Pam in Oklahoma said:


> Thank you for your condolences. I appreciate everyone's opinion on this. I am kinda proud I figured out it was pieced together! I know nothing about bikes. Just how to ride one, and it's been so long now I'm not even sure if I still know how!





I'd thought that somebody would have double checked to see if the serial numbers was duplicated later but no, so, I checked. It's not so, E65xxx is a 1952 and made: 10/07 to 10/08 ------- E61251 ------------------ E81128 and not a middle weight, post 1955, but the desirable heavy. .

Your 1960's photo, the bike appears to be black but could be red repainted as is today. albeit I'd spect the color tone in B/W would be lighter.
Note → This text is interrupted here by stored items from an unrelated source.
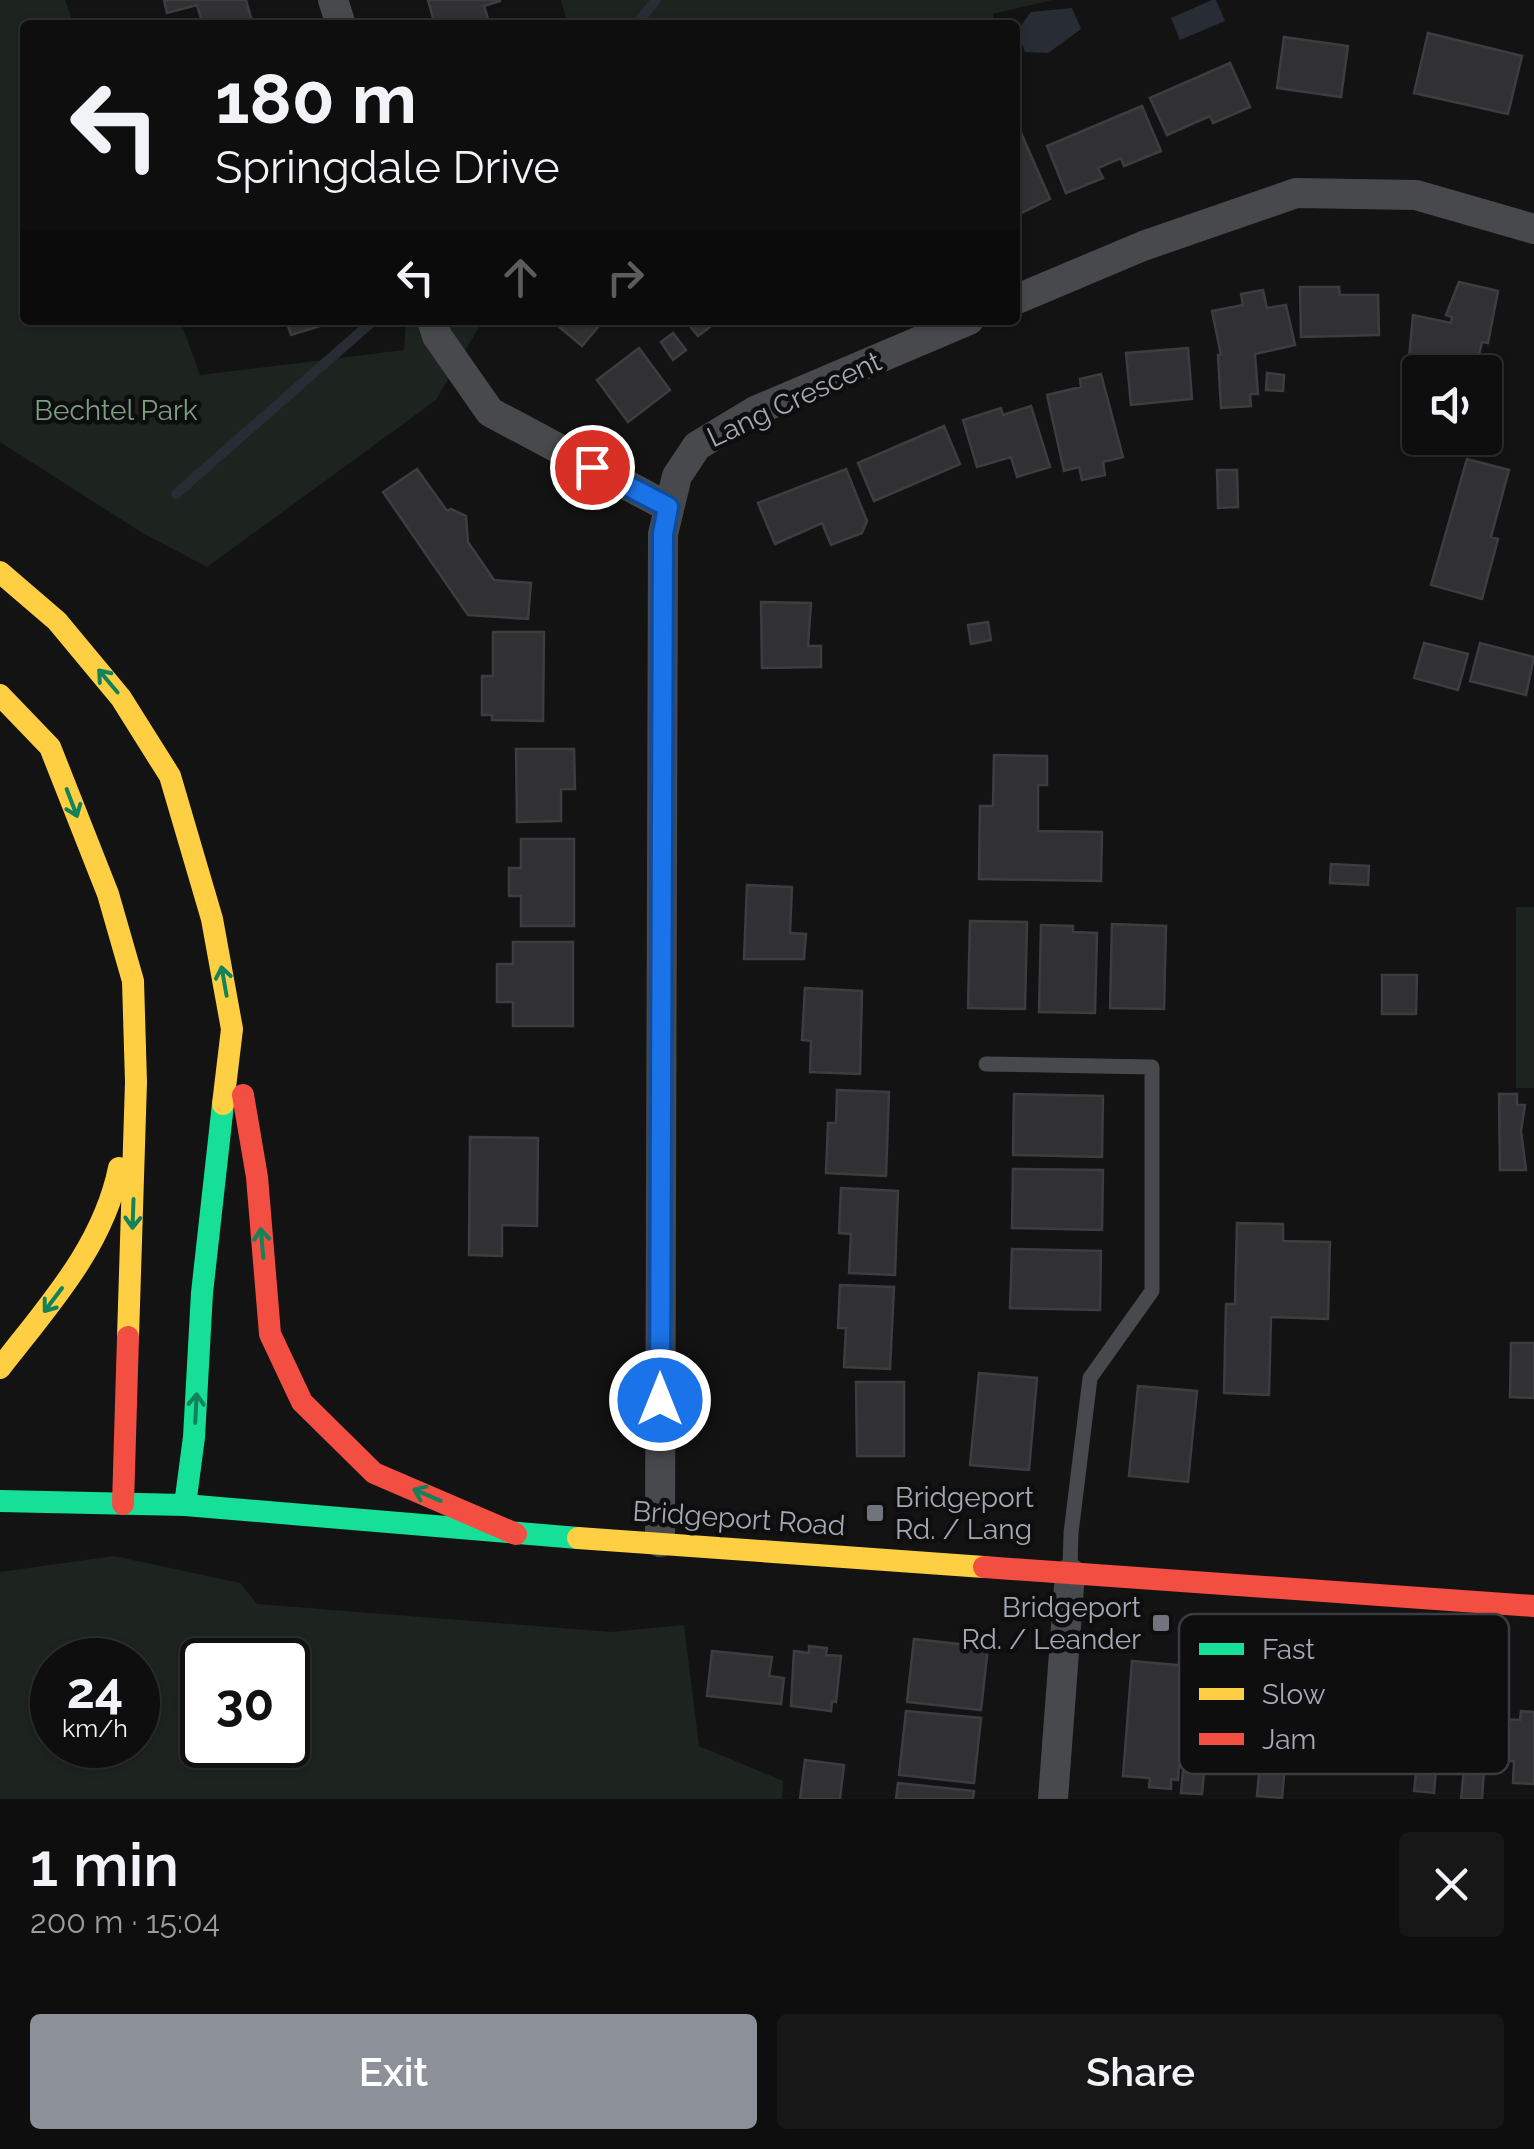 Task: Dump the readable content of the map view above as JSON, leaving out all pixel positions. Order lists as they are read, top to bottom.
{
  "streets": {
    "main road": ["Bridgeport Road"],
    "street": ["Lang Crescent"]
  },
  "crossings": [
    ["Lang Crescent", "Bridgeport Road"]
  ],
  "parks": ["Bechtel Park"],
  "places": {
    "transit": ["Bridgeport Rd. / Lang", "Bridgeport Rd. / Leander"]
  },
  "legend": ["Fast", "Slow", "Jam"],
  "page": {
    "turn": ["180 m", "Springdale Drive"],
    "speed": "24 km/h",
    "limit": "30",
    "heading": ["1 min", "200 m · 15:04"],
    "buttons": ["Exit", "Share"]
  }
}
But that's the rub, the only bike made then with black on front post would be a red phantom. Schwinn's heavier bikes were all two toned before, est; 1954, majority being white in the front on front post  and another  whole body color:, red, blue, green and others  etc. While the black Phantom has red on front post all black body and only the red phantom; all red body and front being  black like your photo indicates. . So it was either painted by pops when he got it or, if that tone is what it appears to be   a red phantom. Yet still, without welded kick stand? The red phantom is more rare and command a bit higher price.
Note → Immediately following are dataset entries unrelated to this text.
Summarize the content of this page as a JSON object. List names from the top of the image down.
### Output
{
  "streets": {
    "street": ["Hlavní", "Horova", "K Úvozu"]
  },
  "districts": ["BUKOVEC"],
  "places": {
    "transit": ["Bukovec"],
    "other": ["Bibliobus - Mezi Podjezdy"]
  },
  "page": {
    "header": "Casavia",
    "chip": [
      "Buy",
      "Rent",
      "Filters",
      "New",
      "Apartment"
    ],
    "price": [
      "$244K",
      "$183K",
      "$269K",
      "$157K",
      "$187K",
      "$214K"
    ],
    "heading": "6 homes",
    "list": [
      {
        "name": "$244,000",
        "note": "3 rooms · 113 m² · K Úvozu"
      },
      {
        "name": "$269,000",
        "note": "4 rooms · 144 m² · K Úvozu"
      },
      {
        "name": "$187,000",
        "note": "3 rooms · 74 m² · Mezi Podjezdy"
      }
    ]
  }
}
Noting your b/w photo, those after market fenders and chain guard are on this bike then.

It's worth a few bucks to discover if there's scares behind that bolted kick stand by removing it or, the cylindrical housing for welded kick stand is hiding somewhere  behind it.
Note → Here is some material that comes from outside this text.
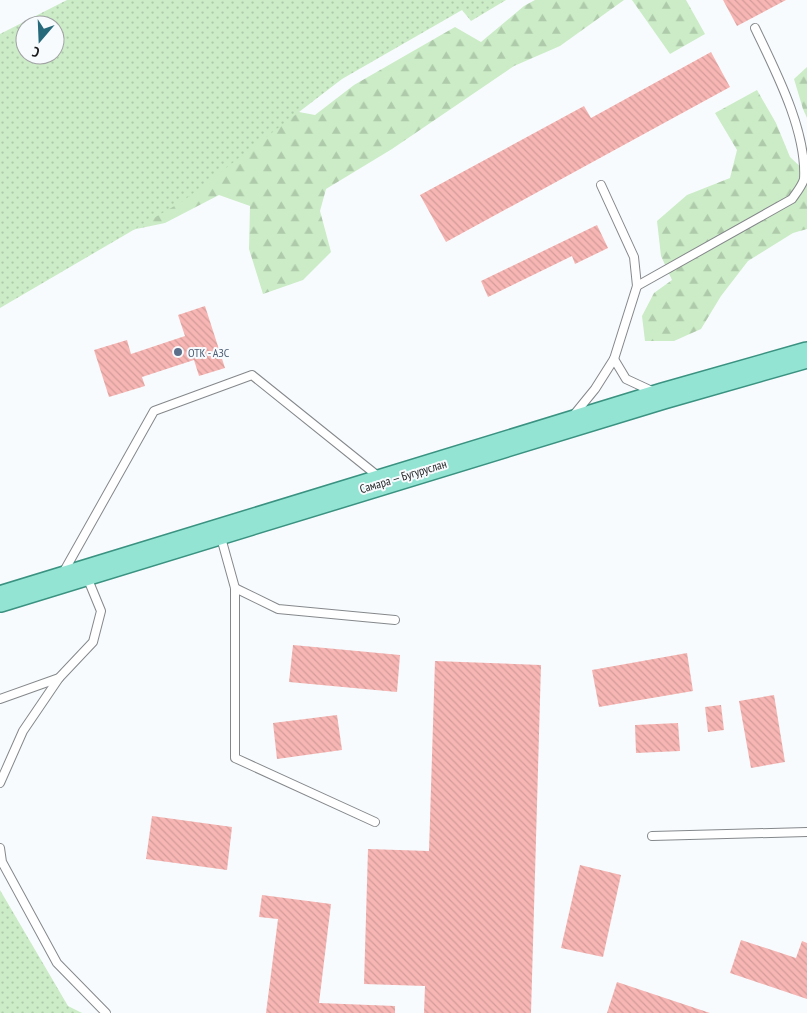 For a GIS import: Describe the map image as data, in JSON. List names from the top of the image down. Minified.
{"streets":{"main road":["Самара — Бугуруслан"]},"places":["ОТК - АЗС"],"north":"bottom"}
otherwise,  before it was refurbished by pops? it was likely Schwinn wholesale like; BF Goodrich made by Schwinn type, all upgraded with the good stuff and painted black in 60's . Because the bolted kickstand could be found on wholesale types, then it was only the 'standard' feature that may be found on their wholesale cantilever, B-6 bikes. Those, like all Schwinn made bikes also could be upgraded with your deluxe features and pops could have robbed em from a donor too, to make your brother's extra special. . .

What a difference a kick stand makes. Go figure?

I've seen them, as a kid in 60's, that were taken off.  the built in kick stand can be tricky to repair and kids would beat em off with sledge hammer or to stick a bolt on, there. . You dad, or whoever rebuilt it, may have done that too.

b/c it's almost always there; I'd remove the Schwinn badge and scratch the paint under it  too see> Minding that these were also primered with red-lead, rust proofing paint , sort of a brownish brick red. so you're looking for the original color above that primer. and scratch the paint under the peddle housing too. Those two different colors, 'Two tone' will help I.D. with an greater degree of accuracy, just what ya gots dar.


----------



## barneyguey (Jul 23, 2017)

49autocycledeluxe said:


> oops. I wrote chain guard but meant kick stand. other than a cantilever frame there is nothing on that bike that says Phantom... just like all small block Chevy's are Corvette motors I guess all old Schwinns were Phantoms



Nothing but the Springer Fork, Drum Brake and Black head badge.


----------



## Jeff54 (Jul 23, 2017)

barnyguey said:


> Nothing but the Springer Fork, Drum Brake and Black head badge.



little more, that chain ring and crank, the seat post clamp  too. Rear wheel maybe, can't tell if it's a S-7 or the right  S-2 but the front is.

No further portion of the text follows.